[WHAT THE EXERCISE ASKS] Would you print the listing that follows exactly, but without its pictures?

[DATA]
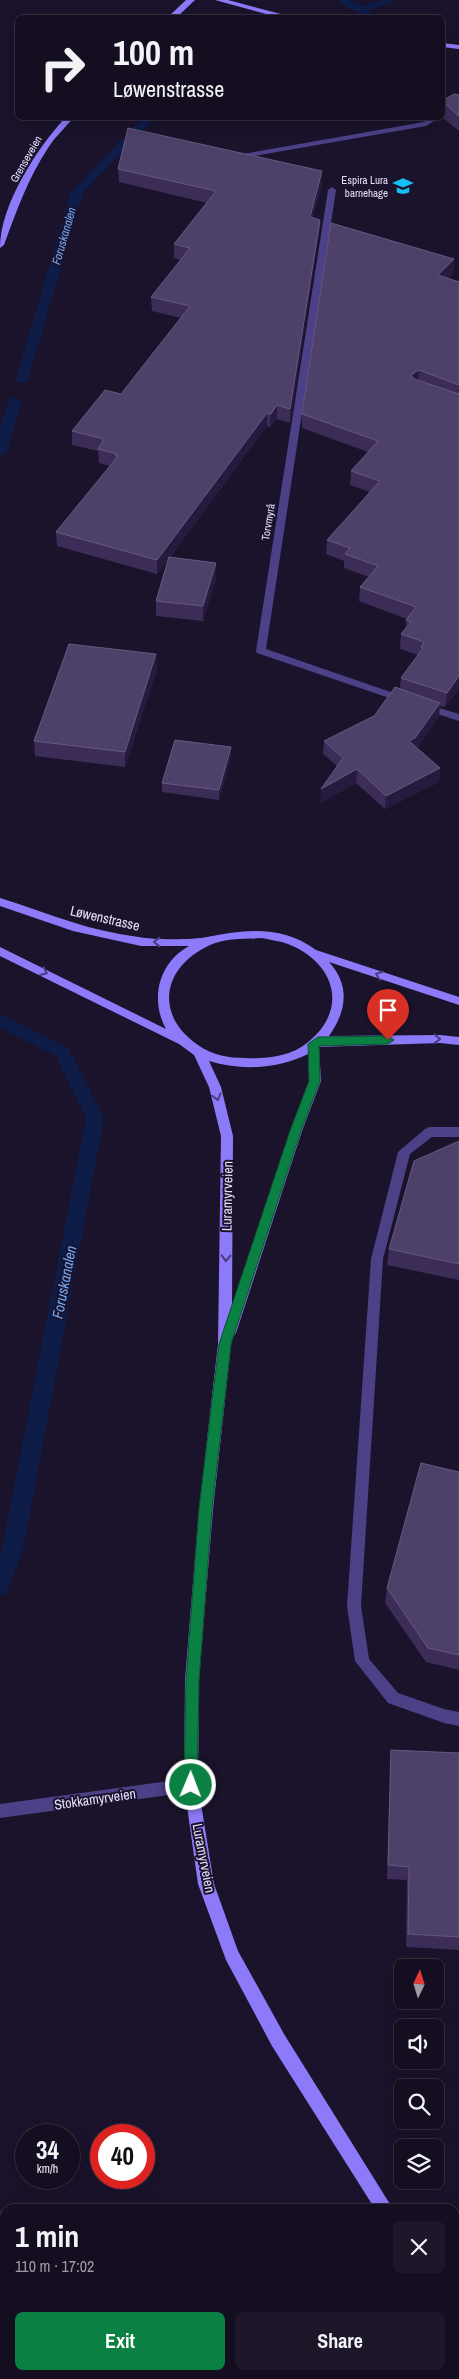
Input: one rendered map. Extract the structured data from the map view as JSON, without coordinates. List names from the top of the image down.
{
  "streets": {
    "street": [
      "Grenseveien",
      "Torvmyrå",
      "Løwenstrasse",
      "Luramyrveien",
      "Stokkamyrveien"
    ]
  },
  "crossings": [
    ["Løwenstrasse", "Luramyrveien"],
    ["Luramyrveien", "Stokkamyrveien"]
  ],
  "water": ["Foruskanalen"],
  "places": {
    "school or university": ["Espira Lura barnehage"]
  },
  "north": "top",
  "page": {
    "turn": ["100 m", "Løwenstrasse"],
    "speed": "34 km/h",
    "limit": "40",
    "heading": ["1 min", "110 m · 17:02"],
    "buttons": ["Exit", "Share"]
  }
}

[ANSWER TO THIS EXERCISE]
Input: one rendered map. Extract the structured data from the map view as JSON, without coordinates. List names from the top of the image down.
{
  "streets": {
    "street": [
      "Grenseveien",
      "Torvmyrå",
      "Løwenstrasse",
      "Luramyrveien",
      "Stokkamyrveien"
    ]
  },
  "crossings": [
    ["Løwenstrasse", "Luramyrveien"],
    ["Luramyrveien", "Stokkamyrveien"]
  ],
  "water": ["Foruskanalen"],
  "places": {
    "school or university": ["Espira Lura barnehage"]
  },
  "north": "top",
  "page": {
    "turn": ["100 m", "Løwenstrasse"],
    "speed": "34 km/h",
    "limit": "40",
    "heading": ["1 min", "110 m · 17:02"],
    "buttons": ["Exit", "Share"]
  }
}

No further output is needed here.